In the complaint, however, Plaintiff alleges that Bundy incorporated NJB in late 2008 and " [s]hortly thereafter, Bundy began performing his duties as a Paragon Micro Account Representative through NJB Sales." (R. 1, Compl. ¶ 17.) Plaintiff additionally alleges in the complaint that it did not terminate its relationship with Bundy until January 3, 2014. ( Id. ¶ 26.) The general rule in this Circuit provides that a district court may consider additional facts set forth in a plaintiff's responsive brief as long as those facts are consistent with the complaint. See Smith v. Knox Cnty. Jail, 666 F.3d 1037, 1039 (7th Cir. 2012); Help At Home, Inc. v. Med. Capital LLC, 260 F.3d 748, 752-53 (7th Cir. 2001) (quoting Hrubec v. Nat'l R.R. Passenger Corp., 981 F.2d 962, 963-64 (7th Cir. 1992)). The Agreement's termination in late 2008, however, is not a fact that is consistent with the complaint. The majority of Plaintiff's claims hinge on the existence of the Agreement, particularly the no-solicitation and confidentiality provisions of the Agreement.[1] Plaintiff alleges in its complaint that beginning in late December 2013, Bundy began to, among other things, divert sales from Plaintiff to NJB and to misappropriate Plaintiff's confidential information. (R. 1, Compl. ¶ ¶ 19-29.) If the Agreement terminated in late 2008, Plaintiff would have no basis to file claims against Bundy resulting from his " abuse[] [of] the significant trust placed in him" as an Account Representative. ( Id. ¶ 1.)

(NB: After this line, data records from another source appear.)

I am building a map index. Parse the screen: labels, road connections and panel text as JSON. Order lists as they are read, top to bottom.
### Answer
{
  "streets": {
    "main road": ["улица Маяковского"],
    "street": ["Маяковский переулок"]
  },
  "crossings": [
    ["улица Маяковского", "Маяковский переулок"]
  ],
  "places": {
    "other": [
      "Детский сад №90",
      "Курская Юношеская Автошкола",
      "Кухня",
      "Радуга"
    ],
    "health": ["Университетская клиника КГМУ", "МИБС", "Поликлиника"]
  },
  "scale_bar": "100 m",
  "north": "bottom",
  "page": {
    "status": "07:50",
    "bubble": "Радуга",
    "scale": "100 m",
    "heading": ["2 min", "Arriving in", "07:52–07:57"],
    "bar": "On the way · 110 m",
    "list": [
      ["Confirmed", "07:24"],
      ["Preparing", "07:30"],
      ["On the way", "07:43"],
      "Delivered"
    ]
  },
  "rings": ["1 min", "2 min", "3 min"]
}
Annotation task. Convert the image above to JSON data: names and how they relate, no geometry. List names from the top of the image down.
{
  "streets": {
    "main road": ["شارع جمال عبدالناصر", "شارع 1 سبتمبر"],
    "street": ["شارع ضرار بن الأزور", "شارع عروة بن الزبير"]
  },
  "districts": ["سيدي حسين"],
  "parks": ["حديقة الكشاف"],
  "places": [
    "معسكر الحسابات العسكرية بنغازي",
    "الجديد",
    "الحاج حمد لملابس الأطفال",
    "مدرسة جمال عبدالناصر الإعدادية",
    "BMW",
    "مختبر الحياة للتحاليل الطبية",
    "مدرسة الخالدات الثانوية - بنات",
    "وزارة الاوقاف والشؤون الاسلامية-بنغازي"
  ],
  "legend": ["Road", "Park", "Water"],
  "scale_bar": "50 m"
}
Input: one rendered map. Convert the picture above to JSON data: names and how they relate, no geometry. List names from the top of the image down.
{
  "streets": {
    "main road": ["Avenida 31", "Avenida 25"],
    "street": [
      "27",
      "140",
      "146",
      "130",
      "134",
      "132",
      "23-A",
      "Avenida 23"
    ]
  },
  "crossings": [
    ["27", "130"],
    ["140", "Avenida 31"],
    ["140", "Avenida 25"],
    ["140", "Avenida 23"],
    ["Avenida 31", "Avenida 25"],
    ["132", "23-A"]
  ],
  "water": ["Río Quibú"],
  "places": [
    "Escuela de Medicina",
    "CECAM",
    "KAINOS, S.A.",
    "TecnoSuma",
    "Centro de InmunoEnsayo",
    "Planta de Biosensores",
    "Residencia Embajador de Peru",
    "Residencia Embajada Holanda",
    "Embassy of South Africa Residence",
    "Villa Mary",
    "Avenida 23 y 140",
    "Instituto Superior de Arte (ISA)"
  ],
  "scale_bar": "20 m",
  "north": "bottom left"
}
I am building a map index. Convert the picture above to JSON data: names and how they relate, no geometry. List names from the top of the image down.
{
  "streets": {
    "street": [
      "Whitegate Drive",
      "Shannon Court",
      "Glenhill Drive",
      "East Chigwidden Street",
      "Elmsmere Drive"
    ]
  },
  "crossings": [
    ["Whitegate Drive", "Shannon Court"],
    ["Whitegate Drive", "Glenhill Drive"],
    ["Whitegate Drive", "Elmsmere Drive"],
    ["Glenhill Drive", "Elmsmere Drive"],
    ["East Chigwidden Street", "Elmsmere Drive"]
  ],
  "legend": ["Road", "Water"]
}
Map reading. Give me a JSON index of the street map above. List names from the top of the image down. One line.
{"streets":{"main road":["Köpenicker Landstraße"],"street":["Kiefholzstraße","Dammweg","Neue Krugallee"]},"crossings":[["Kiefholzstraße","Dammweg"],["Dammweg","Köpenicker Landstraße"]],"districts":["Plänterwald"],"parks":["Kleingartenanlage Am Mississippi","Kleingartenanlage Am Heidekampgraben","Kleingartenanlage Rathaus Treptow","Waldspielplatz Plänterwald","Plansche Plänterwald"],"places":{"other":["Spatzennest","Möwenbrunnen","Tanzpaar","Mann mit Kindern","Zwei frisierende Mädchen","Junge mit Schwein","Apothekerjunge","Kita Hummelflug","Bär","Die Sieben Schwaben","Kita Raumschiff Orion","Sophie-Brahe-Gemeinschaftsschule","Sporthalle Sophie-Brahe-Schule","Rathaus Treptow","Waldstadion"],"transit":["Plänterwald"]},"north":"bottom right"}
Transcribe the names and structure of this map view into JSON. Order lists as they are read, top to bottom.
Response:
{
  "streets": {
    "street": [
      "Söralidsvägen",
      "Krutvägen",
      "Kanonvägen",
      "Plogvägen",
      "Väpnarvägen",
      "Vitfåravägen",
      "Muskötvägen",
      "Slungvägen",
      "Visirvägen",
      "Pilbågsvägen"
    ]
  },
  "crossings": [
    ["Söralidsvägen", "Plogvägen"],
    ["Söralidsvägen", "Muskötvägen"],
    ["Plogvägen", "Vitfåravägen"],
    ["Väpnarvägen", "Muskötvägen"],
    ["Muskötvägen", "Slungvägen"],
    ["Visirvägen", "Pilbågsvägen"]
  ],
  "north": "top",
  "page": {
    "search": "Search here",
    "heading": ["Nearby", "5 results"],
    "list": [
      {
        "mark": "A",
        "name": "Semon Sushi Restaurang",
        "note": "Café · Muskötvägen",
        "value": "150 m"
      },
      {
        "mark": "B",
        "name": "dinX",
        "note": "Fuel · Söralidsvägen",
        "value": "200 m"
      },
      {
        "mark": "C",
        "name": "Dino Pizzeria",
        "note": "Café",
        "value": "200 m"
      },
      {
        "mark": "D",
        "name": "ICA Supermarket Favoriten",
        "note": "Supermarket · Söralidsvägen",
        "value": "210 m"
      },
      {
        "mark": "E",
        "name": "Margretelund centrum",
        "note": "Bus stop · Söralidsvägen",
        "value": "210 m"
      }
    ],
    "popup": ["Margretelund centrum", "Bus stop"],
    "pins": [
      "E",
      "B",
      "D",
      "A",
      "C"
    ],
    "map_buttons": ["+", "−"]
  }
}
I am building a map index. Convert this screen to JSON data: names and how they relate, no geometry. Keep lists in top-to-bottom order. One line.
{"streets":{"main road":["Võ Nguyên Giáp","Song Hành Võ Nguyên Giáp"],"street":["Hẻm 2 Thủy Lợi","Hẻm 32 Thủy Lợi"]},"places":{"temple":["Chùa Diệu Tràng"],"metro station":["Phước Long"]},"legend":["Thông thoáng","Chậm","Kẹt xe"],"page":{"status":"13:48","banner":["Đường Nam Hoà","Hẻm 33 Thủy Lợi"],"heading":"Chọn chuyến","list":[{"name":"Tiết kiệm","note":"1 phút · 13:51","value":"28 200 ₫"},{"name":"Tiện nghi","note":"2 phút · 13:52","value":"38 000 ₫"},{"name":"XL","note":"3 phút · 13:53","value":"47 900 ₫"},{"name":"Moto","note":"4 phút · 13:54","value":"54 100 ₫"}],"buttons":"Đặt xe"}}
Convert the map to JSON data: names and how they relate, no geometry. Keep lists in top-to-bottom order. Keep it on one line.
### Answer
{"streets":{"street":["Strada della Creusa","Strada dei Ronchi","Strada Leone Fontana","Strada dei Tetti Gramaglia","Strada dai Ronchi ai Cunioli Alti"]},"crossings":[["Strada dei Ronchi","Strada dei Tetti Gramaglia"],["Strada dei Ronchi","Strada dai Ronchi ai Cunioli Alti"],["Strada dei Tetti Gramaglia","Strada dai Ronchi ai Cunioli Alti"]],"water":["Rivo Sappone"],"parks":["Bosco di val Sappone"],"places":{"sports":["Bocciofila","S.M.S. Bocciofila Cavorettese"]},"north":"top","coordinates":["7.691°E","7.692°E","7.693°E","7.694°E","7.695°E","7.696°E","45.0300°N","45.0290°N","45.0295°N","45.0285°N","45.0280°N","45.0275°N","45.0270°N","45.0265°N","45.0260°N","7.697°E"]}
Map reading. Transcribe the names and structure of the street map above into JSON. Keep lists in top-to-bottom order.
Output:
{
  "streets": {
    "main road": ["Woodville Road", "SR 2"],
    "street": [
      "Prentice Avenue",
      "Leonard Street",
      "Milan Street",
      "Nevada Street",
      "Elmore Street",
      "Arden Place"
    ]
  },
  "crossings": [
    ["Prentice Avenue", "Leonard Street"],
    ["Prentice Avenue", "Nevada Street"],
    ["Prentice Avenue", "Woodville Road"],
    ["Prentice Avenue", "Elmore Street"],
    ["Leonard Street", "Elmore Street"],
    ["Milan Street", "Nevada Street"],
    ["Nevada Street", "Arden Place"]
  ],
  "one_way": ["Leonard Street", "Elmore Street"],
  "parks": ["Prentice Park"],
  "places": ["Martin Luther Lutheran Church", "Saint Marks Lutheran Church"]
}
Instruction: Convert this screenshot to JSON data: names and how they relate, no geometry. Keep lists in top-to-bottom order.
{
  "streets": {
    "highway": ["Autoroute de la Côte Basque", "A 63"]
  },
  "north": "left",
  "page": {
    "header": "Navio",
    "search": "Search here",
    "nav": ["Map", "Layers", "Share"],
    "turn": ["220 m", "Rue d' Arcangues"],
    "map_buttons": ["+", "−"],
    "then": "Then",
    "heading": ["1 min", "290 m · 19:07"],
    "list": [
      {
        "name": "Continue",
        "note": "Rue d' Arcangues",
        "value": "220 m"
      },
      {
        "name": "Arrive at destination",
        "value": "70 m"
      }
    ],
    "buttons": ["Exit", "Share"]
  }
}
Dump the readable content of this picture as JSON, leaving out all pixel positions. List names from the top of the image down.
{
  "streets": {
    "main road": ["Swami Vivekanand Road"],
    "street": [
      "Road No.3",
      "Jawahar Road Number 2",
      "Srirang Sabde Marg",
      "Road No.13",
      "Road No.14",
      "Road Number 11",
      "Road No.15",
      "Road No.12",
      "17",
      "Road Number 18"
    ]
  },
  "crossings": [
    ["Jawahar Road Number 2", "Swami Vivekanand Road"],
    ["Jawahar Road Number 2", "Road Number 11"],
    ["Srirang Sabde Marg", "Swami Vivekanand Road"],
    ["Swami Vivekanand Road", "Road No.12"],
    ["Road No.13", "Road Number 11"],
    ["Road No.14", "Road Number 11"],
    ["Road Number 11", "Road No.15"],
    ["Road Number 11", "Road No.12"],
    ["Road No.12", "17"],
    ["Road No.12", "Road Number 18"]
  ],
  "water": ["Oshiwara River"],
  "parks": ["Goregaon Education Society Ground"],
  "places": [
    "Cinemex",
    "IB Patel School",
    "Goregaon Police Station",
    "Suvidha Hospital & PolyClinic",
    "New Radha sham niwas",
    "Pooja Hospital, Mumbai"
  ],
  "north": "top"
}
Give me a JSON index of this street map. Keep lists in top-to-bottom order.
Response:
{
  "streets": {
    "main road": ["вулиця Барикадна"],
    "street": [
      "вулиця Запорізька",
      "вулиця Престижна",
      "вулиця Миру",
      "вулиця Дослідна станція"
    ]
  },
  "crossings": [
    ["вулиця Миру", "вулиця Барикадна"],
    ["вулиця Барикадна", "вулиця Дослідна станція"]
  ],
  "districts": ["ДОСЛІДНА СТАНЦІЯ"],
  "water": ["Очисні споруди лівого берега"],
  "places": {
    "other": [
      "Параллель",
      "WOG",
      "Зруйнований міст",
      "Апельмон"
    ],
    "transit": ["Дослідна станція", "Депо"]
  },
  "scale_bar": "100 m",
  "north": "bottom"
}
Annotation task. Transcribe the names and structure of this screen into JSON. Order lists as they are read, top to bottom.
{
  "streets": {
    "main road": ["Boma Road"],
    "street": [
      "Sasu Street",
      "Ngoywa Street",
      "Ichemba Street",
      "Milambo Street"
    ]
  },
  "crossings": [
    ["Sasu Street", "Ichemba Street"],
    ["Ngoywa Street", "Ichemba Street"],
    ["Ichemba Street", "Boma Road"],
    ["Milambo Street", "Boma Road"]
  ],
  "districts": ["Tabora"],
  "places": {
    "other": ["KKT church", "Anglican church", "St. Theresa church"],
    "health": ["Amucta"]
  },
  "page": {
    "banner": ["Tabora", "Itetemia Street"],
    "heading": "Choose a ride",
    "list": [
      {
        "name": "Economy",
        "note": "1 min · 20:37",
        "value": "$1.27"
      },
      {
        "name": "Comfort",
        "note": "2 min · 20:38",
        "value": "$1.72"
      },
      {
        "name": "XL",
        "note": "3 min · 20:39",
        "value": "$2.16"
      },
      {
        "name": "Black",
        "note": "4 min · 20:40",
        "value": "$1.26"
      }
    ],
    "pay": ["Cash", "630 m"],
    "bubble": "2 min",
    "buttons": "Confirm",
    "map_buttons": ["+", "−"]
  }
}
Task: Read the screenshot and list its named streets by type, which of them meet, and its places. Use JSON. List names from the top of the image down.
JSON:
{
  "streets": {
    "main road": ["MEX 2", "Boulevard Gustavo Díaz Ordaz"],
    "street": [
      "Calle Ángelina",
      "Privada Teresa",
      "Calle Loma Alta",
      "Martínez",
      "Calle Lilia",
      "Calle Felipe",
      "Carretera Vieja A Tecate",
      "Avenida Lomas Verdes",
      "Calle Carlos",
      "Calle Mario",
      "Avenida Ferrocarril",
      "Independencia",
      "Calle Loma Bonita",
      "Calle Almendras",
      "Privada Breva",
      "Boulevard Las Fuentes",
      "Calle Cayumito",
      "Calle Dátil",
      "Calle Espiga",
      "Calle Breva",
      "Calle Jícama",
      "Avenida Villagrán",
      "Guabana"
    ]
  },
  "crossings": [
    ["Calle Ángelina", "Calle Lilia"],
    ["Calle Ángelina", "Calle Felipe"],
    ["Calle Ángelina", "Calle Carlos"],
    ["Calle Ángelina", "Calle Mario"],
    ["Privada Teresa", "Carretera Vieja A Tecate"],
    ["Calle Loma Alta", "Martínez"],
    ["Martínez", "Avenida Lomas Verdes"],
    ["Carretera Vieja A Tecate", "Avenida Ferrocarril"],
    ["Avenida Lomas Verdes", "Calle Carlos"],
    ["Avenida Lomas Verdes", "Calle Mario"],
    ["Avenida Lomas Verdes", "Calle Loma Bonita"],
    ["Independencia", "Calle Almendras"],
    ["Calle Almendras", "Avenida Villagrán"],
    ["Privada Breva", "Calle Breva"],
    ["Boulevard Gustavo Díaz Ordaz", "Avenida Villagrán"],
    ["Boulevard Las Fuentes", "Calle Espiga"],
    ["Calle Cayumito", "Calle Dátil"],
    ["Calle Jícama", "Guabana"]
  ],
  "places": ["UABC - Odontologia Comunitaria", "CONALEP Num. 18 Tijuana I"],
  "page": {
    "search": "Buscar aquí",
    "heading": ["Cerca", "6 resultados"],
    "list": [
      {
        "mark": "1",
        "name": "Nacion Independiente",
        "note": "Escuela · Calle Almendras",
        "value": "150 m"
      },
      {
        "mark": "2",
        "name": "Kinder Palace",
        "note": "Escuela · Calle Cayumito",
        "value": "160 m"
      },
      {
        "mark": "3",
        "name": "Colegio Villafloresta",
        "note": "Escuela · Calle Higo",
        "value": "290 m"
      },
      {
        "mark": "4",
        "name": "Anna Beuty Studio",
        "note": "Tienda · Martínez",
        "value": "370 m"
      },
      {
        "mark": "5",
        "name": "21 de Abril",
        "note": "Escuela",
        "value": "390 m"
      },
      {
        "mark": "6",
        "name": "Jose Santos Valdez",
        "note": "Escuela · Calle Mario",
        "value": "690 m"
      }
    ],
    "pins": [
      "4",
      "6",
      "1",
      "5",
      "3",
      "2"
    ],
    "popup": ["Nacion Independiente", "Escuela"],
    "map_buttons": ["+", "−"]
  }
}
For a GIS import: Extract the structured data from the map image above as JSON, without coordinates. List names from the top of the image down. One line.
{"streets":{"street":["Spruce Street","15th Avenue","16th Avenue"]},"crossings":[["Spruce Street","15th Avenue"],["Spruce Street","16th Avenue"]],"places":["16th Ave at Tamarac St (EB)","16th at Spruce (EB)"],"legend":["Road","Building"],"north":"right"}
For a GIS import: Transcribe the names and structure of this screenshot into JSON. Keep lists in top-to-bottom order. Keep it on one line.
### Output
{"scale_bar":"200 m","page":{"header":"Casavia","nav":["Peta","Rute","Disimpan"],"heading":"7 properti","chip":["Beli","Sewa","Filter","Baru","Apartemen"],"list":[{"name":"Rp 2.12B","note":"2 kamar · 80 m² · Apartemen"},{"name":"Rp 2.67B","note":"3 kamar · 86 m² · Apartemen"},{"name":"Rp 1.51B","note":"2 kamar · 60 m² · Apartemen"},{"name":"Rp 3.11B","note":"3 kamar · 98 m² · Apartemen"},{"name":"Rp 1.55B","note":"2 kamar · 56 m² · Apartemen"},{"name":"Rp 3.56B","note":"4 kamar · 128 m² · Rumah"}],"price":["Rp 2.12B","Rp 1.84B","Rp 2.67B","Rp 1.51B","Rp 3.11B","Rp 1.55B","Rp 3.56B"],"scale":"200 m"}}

Additionally, Plaintiff attaches to its complaint as Exhibit D a copy of the letter its counsel sent to Bundy and NJB dated January 3, 2014. (R. 1-4, Ex. D, Termination Letter.) In this letter, counsel states that Bundy's " actions constitute a breach of [his] Independent Contractor Agreement (" Agreement" ) with Paragon Micro" and that Bundy was " hereby notified that [he] (and [his] company, NJB) [were] terminated, for cause, as an independent contractor of Paragon Micro effective immediately." ( Id. at 1.) The Court may consider this exhibit along with the allegations in the complaint when addressing Defendant's motion. See Reger Dev., LLC v. Nat'l City Bank, 592 F.3d 759, 764 (7th Cir. 2010) ( it is appropriate to " consider documents attached to the complaint as part of the complaint itself" when deciding on a motion to dismiss (citing Int'l Mktg., Ltd. v. Archer-Daniels-Midland Co., 192 F.3d 724, 729 (7th Cir. 1999))); Massey v. Merrill Lynch & Co., Inc., 464 F.3d 642, 645 (7th Cir. 2006). When " an exhibit conflicts with the allegations of the complaint, the exhibit typically controls." Massey, 464 F.3d at 645 (citing Centers v. Centennial Mortg., Inc., 398 F.3d 930, 933 (7th Cir. 2005)). Plaintiff cannot now allege that the Agreement was terminated in late 2008 because the letter it attached to its complaint, dated January 3, 2014, contradicts that allegation. The Court thus finds that the Agreement was not terminated in late 2008 and that the arbitration provision is valid and enforceable.

Even if the Agreement was terminated in late 2008, however, the arbitration provision would still be valid and enforceable.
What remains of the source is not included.